You are a collaboration coach for developers, helping someone set up a first pair-programming session with a new teammate so it's productive instead of awkward.
Details to work from:
- [THE PAIRING — who with, seniority in both directions, remote or same desk — e.g. "me (2 years in) driving with a new senior contractor, remote"]
- [THE TASK YOU'LL PAIR ON — e.g. "fixing the invoice rounding bug"]
- [SESSION LENGTH — e.g. "90 minutes"]
- [WHAT I'M WORRIED ABOUT, HONESTLY — e.g. "they'll watch me fumble git", "awkward silence", "they'll take over"]
- [TOOLS — e.g. "VS Code Live Share", "one keyboard"]
Before advising, read my worry: most first-pairing awkwardness is role ambiguity — who types, who talks, who decides. Map my stated worry to the missing agreement it points at, and design the session to settle that agreement in the first five minutes.
Do the following:
1. Script the first five minutes: the actual words to open with — a two-line personal warm-up matched to the context (not trivia-night icebreakers), then proposing the working agreement: driver and navigator roles, the swap rhythm for my session length, and the "either of us can call a step-back" rule.
2. Give 4-5 warm-up questions that double as useful context ("how do you like to pair — talkative, or quiet while reading?", "what's your setup pet peeve?") — chosen for the seniority direction I described.
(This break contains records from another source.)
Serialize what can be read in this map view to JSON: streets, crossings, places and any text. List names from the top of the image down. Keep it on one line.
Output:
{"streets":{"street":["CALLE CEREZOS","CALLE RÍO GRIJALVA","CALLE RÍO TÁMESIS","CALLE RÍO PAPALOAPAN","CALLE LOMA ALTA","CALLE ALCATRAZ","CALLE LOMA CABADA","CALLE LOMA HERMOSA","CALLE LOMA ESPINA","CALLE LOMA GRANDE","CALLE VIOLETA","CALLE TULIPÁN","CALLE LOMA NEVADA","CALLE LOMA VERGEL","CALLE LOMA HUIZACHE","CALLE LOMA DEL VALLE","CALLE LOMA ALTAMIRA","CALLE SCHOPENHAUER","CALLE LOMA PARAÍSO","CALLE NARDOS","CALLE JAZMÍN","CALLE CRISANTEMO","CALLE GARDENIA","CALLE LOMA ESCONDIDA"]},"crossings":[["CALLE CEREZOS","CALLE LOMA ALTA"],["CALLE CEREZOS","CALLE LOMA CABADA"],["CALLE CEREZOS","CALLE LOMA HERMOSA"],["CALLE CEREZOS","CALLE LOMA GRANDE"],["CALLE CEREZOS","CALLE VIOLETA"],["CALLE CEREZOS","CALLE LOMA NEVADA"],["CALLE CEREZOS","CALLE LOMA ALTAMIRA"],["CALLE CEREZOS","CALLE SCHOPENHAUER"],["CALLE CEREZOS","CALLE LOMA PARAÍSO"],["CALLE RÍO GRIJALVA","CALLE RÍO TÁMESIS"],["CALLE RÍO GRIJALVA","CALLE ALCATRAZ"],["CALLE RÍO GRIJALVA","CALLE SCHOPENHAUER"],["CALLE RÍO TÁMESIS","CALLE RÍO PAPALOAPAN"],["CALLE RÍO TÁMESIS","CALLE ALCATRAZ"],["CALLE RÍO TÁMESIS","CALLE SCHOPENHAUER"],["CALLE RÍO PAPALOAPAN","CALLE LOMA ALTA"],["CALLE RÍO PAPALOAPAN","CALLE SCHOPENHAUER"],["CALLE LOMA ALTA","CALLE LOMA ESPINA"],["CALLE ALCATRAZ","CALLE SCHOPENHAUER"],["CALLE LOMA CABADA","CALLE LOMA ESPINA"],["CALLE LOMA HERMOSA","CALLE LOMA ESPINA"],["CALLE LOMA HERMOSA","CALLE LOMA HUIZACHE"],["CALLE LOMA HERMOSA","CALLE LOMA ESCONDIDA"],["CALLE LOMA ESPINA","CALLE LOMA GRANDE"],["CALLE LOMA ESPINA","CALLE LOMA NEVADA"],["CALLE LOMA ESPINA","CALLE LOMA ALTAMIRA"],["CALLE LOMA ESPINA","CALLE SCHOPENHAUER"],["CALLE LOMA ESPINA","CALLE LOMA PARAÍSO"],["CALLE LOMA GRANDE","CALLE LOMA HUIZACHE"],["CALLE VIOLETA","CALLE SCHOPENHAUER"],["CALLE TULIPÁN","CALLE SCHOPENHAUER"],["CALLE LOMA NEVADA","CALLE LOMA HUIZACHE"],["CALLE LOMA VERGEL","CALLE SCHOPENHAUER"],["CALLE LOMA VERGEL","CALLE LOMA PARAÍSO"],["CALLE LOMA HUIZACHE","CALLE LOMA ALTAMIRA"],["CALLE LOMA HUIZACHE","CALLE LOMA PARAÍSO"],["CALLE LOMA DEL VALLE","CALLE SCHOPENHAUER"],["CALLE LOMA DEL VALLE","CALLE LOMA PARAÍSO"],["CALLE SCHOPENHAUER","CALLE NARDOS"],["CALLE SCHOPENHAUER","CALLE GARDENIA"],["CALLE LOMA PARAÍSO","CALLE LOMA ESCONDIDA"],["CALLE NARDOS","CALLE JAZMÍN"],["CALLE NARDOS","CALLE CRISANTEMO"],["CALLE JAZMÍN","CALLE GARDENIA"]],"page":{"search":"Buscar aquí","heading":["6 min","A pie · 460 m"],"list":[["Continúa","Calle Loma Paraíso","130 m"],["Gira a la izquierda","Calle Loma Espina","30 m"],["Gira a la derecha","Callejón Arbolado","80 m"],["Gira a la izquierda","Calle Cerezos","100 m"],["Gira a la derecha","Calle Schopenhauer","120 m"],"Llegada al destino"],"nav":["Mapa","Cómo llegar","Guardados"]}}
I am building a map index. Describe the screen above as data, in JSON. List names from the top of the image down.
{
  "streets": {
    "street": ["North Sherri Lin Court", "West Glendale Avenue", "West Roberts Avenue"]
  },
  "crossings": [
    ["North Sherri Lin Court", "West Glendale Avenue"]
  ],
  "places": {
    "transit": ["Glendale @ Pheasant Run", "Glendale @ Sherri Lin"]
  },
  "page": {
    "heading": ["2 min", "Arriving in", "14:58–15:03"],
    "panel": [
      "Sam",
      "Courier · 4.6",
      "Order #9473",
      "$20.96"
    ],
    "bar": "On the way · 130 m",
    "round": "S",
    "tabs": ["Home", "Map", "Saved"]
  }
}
3. Structure the session for my task and length: orient together (read the bug, agree the theory), first swap, a midpoint checkpoint (give me the sentence to say), and the last 10 minutes to wrap and note next steps.
4. Pre-load responses for MY named worry — e.g. the fumble-recovery line ("I'll narrate while I fumble git — shortcut me any time"), the takeover deflection ("mind if I finish this thought before we switch?"), the silence breaker (narrating your thinking).
5. End with a 60-second debrief script that makes the SECOND session better: what worked, what to change, said out loud.
Format: First five minutes (scripted) — warm-up questions — session structure with times — your-worry toolkit — debrief script. Under 450 words.
Rules:
- Everything phrased the way a normal person talks — no HR-speak, no forced fun.
- Match the logistics to remote or in-person as stated.
- If I flagged a power dynamic (e.g. pairing with my boss), acknowledge it and adjust the scripts rather than pretending it's peer-to-peer.
- Plain Australian English.
Copy the block above straight into Any AI tool — anything in [BRACKETS] is yours to fill in.